I am a bot, and this action was performed automatically. Please contact the moderators of this subreddit if you have any questions or concerns.
I feel like people who do this are the ones usually hiding shit. You respect his privacy and he goes and pulls this? Unacceptable.
Dumped. Dumped so fucking hard. This is in so way shape or form acceptable behavior.
This is absolutely a red flag. It may indeed stem from insecurities over his last relationship, but that’s not an excuse for a total invasion of your privacy. I’ve been married for 10 years and been with my wife for nearly 15 altogether, and I have never once gone through her devices outside of times she specifically asked me to look up something on her phone etc. We know all each other’s passwords, but have never ever used them to look at private conversations or social media messages or anything of that sort.

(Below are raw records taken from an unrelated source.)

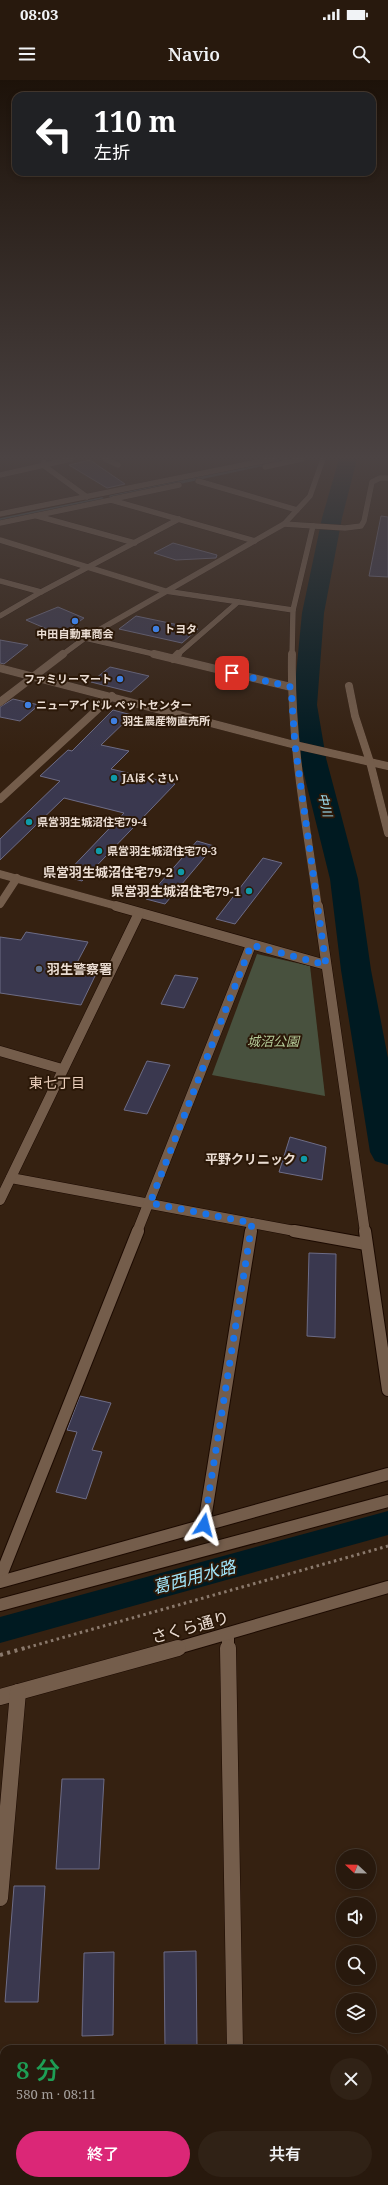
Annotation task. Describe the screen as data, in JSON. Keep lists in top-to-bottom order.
{
  "streets": {
    "street": ["さくら通り"]
  },
  "districts": ["東七丁目"],
  "water": ["中川", "葛西用水路"],
  "parks": ["城沼公園"],
  "places": [
    "中田自動車商会",
    "トヨタ",
    "ファミリーマート",
    "ニューアイドル ペットセンター",
    "羽生農産物直売所",
    "JAほくさい",
    "県営羽生城沼住宅79-4",
    "県営羽生城沼住宅79-3",
    "県営羽生城沼住宅79-2",
    "県営羽生城沼住宅79-1",
    "羽生警察署",
    "平野クリニック"
  ],
  "north": "left",
  "page": {
    "status": "08:03",
    "header": "Navio",
    "turn": ["110 m", "左折"],
    "heading": ["8 分", "580 m · 08:11"],
    "buttons": ["終了", "共有"]
  }
}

Trust is the ultimate cornerstone in a relationship, and if his insecurities do not allow that it will only get worse.
But honestly, if he gives any pushback on that at all, I think it’s a sign of a lot of things in the future and is worth stepping away from.
To me, it comes off as projection. He may be doing things he shouldn’t be, and projecting them onto you. It’s a major red flag that he feels like he should be able to invade your privacy and you don’t even know his passwords. If he’s still stuck on the fact that his ex left him for someone else, he shouldn’t be in a relationship yet until he’s healed.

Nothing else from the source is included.